One other thing to consider is how many new features are coming down the pipe and if the system is no longer in active development. If there is too much happening at once, changing architecture may delay the delivery. The real answer here is, it depends on the type of changes and how much time we can buy from the business. If the system is no longer under active development, it could be a candidate for retirement or get isolated enough for near future retirement. This is not a good candidate.
Remote procedure calls
This is another area that comes in the way of scaling the apps. You don't want to create an accidental DDOS attack on someone's service because you spawn hundreds of your container instances and you call them directly in your process. Also, the network shouldn't be taken for granted. This is another good area to start analysis right away. Eliminating the read RPC calls may not be a trivial task but identifying this is an important step. Our app is not going to scale very well if we are hardcoding the calls to other services. Service discovery with Consul can be helpful. We will see the details on Consul in the later posts.
Shared relational databases
One of the problematic and yet very common forms of integration patterns is the shared relational database. It creates coupling that becomes very hard to remove. Once we start introducing foreign keys into it, it becomes even harder to scale. Is it fair to say the degree of normalization is inversely proportional to the ability to scale the database? Even if some magical indexing strategy makes the calls very responsive, its maintenance is cumbersome at best. I'd recommend this talk by Pat Helland. He has also written some papers in this area. Knowing this, we can start identifying some of the most heavily used tables, their relationships and how applications are using them. This sort of analysis can give teams ideas about reducing the dependencies on these tables and setting them up for the complete break up in the future.

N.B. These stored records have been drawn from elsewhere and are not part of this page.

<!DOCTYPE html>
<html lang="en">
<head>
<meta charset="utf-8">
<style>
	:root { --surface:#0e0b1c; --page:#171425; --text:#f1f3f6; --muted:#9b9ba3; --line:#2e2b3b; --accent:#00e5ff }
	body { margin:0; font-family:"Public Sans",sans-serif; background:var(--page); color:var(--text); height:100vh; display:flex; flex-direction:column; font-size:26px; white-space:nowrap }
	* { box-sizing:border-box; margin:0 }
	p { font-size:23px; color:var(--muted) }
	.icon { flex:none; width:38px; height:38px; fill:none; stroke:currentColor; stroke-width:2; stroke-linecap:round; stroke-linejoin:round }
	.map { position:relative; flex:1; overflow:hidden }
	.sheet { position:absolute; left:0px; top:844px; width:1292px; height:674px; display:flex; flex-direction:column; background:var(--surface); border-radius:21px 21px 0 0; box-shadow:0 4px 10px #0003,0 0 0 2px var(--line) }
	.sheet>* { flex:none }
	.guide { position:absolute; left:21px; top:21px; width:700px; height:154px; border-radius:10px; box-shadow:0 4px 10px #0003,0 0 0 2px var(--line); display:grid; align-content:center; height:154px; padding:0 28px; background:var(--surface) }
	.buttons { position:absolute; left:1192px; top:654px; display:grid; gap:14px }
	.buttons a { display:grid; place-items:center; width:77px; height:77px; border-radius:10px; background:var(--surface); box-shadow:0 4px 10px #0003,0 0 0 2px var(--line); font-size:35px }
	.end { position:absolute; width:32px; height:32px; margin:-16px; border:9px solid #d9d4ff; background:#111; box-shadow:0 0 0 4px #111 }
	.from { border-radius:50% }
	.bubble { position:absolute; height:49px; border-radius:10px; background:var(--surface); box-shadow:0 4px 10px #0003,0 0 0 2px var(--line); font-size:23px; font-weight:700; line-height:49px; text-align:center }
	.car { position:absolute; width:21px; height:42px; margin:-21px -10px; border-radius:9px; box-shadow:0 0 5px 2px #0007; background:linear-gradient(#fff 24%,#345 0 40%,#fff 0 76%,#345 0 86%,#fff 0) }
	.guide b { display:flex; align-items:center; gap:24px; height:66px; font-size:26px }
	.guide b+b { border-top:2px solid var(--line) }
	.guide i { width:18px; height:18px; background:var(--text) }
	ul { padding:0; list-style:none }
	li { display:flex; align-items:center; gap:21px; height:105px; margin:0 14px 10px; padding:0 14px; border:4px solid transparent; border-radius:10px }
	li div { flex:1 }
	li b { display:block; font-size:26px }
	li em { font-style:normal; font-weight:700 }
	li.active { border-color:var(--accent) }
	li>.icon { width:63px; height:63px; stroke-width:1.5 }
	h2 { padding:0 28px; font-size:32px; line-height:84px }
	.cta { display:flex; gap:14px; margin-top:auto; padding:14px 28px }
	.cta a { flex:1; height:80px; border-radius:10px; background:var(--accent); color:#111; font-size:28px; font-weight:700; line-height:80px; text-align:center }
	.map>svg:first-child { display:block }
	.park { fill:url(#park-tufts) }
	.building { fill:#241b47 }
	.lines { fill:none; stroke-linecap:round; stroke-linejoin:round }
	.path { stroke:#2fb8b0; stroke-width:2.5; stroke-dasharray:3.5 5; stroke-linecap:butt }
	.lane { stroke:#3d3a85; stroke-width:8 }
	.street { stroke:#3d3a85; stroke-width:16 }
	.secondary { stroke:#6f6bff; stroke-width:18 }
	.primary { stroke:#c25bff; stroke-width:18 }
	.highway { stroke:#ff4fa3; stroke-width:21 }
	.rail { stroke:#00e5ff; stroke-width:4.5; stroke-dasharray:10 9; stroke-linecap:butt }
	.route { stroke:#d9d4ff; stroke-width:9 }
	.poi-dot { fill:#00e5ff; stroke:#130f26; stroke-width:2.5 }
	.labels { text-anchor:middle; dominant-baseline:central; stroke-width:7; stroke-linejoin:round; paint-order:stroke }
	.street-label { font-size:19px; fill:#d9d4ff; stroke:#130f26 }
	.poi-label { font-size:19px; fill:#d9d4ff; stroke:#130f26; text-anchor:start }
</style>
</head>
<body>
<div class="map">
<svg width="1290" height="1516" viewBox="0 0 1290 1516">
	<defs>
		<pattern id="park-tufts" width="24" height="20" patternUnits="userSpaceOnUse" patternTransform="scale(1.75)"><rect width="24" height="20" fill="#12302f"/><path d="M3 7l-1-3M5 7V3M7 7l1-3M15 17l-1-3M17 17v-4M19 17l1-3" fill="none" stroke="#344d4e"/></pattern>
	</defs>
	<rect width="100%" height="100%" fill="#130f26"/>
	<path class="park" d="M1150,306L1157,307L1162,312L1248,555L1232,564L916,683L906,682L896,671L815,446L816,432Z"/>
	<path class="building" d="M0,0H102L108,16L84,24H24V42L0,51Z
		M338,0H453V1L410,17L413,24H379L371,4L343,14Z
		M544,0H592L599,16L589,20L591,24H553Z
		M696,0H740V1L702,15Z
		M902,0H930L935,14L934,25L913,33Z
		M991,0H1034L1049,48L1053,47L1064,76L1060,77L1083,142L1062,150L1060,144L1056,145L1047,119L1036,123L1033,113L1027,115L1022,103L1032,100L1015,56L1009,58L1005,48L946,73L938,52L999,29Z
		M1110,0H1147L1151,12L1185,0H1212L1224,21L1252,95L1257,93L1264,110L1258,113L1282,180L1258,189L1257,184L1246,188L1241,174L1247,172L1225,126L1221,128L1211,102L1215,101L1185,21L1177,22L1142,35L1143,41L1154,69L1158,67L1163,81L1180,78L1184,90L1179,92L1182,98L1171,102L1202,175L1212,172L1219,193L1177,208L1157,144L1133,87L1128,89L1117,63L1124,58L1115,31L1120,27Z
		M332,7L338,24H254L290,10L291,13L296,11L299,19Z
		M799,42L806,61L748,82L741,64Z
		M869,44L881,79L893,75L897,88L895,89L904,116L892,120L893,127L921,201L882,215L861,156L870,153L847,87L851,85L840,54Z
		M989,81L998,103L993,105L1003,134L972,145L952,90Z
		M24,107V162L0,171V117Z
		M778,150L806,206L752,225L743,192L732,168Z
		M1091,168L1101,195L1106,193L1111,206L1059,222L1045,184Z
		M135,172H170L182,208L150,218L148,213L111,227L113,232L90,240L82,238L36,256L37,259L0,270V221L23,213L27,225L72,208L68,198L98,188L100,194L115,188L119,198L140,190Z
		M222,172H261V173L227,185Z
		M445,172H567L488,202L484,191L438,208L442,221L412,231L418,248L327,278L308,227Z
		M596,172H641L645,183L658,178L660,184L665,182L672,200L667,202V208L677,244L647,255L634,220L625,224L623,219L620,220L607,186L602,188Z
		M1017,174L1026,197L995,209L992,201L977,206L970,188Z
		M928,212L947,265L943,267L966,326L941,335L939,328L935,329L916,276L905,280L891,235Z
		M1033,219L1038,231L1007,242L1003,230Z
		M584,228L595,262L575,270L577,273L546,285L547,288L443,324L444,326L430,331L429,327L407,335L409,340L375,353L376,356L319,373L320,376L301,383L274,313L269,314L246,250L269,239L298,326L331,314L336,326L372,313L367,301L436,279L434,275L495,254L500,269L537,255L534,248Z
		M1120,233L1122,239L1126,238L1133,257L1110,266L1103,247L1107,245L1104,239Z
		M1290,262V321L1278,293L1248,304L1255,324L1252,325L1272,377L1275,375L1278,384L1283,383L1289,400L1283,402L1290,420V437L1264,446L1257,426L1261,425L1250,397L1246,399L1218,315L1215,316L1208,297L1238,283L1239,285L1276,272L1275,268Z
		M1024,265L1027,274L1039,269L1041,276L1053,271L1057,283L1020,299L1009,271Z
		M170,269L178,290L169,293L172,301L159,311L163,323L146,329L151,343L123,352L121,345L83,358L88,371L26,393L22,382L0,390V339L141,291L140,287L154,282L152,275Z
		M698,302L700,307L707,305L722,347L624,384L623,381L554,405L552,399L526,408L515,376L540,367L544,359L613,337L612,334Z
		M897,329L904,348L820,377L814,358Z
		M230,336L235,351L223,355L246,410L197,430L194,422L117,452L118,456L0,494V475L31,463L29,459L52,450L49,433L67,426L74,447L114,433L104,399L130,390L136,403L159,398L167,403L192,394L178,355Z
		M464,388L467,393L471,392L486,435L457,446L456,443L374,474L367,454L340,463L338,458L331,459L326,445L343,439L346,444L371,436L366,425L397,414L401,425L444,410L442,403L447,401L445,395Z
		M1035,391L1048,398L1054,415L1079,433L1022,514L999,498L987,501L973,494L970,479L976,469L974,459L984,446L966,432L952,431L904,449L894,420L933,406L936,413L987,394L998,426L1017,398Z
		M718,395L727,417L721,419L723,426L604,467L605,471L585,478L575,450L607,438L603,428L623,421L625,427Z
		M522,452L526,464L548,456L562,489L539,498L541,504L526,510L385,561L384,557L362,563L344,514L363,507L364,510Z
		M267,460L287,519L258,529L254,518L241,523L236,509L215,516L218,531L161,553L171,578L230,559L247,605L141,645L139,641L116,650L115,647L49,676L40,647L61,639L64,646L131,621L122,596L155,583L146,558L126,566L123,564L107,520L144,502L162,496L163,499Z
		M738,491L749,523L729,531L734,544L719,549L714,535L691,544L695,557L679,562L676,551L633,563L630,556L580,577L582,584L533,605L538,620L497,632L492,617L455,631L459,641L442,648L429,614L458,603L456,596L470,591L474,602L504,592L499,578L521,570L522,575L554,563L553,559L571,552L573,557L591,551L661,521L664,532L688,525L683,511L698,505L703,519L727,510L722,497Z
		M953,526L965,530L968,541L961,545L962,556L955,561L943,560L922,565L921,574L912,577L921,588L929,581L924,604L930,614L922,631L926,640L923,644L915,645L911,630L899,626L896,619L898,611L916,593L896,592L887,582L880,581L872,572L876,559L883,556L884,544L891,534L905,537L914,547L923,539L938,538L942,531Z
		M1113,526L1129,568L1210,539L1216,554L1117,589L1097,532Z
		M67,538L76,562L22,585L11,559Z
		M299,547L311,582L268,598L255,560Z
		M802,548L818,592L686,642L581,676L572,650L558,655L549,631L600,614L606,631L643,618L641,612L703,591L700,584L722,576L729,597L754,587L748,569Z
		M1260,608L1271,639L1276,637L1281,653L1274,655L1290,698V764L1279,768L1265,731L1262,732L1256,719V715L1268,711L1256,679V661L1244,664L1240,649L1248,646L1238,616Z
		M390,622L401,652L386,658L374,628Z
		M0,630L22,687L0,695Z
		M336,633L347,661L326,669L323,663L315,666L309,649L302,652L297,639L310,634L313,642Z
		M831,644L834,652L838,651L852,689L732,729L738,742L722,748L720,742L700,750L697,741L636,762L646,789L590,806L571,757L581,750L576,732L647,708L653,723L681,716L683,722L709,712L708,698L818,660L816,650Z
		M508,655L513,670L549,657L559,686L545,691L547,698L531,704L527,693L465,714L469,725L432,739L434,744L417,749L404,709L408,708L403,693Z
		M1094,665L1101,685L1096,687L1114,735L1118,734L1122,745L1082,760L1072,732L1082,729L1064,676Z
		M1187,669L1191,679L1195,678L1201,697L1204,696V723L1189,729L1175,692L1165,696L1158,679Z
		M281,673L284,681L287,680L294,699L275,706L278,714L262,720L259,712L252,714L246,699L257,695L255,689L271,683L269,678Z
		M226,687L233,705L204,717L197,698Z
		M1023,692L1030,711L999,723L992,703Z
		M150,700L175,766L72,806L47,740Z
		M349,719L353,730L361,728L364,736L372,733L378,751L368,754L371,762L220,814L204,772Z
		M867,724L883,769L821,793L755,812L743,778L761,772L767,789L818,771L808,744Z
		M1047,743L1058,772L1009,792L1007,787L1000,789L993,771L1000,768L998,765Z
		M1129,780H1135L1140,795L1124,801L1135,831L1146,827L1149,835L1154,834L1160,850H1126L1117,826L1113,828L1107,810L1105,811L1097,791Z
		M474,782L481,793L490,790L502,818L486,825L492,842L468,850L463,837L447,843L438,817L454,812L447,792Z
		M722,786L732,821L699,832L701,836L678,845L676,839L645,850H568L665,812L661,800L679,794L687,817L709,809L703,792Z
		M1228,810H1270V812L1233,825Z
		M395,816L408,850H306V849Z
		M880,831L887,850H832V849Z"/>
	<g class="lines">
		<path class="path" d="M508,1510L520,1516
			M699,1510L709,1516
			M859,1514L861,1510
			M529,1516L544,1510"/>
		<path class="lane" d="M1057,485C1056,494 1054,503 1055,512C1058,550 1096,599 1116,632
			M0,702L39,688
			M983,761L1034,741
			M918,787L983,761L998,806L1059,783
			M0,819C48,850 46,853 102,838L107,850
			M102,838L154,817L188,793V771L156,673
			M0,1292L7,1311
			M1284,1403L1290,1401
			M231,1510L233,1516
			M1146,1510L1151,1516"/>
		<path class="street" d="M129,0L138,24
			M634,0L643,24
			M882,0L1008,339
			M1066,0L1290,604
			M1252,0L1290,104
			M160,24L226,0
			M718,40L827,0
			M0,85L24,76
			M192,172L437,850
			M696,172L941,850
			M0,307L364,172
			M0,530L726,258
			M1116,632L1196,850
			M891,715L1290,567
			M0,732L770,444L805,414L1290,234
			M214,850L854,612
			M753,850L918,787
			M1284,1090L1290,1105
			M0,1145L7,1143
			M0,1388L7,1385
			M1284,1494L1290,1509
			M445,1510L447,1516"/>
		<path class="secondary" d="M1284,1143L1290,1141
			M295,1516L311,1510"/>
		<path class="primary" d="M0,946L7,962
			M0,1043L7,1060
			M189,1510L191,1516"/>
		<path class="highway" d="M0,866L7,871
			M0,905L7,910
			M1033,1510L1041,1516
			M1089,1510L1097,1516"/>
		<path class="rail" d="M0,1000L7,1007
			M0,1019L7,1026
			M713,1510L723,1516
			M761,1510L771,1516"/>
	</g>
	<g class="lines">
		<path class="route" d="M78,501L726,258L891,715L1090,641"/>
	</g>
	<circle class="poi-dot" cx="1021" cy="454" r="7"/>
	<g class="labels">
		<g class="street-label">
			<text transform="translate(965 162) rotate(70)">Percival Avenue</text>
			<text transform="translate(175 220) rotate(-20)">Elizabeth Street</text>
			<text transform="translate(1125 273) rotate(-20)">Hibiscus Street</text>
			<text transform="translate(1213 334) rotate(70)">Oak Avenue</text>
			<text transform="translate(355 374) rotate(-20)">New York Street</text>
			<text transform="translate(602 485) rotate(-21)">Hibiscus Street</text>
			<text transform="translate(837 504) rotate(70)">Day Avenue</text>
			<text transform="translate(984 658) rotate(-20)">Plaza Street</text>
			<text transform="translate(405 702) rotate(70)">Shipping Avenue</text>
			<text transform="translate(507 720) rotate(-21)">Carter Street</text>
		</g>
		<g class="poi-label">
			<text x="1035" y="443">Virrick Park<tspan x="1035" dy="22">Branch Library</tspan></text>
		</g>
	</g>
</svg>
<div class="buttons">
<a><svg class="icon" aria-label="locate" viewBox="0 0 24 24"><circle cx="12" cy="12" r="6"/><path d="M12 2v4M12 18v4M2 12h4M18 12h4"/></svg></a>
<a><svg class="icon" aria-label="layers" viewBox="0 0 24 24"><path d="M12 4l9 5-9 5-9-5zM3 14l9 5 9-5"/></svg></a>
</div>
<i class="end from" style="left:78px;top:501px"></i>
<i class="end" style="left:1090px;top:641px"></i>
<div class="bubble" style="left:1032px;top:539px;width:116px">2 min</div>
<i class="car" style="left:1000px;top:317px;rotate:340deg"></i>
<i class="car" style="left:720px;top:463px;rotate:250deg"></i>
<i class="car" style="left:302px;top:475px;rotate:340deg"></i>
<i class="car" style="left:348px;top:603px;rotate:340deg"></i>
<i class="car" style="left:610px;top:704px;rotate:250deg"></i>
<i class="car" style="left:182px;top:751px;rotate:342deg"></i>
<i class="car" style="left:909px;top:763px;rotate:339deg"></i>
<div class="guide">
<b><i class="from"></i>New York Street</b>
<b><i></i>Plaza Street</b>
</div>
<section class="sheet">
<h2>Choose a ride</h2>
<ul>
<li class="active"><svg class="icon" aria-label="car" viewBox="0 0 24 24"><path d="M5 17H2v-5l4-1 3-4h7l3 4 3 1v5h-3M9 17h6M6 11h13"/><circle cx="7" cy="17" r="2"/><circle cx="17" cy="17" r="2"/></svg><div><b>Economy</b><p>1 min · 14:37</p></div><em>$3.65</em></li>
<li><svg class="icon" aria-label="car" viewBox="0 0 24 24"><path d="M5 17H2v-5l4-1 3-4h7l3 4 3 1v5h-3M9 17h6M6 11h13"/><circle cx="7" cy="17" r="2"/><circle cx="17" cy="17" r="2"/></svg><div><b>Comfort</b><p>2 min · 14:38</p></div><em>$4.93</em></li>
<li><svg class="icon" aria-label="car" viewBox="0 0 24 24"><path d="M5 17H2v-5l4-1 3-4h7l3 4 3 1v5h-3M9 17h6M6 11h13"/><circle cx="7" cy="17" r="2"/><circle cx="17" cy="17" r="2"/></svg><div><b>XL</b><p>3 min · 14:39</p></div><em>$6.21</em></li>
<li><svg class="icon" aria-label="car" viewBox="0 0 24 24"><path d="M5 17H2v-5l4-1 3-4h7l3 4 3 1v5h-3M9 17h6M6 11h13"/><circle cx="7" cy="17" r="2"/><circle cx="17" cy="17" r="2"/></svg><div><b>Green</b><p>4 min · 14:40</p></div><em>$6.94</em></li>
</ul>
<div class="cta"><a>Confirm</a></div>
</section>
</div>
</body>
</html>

Before jumping too much into the container world, you will have to increase the organizational awareness and education around them. This is especially true in the Windows environments since most of the containers come from the Linux world. How do we leverage these? One place to try them out is in your build and test systems as mentioned in this .Net rocks episode.The risk is lower. The faster build and test pipeline can help in delivering the software quicker.
All of these can be done, in parallel, with one goal in mind of identifying areas that could come in the way of breaking up a monolith. After identification, the app areas can slowly start making changes for some immediate cheap wins. I hope this helps.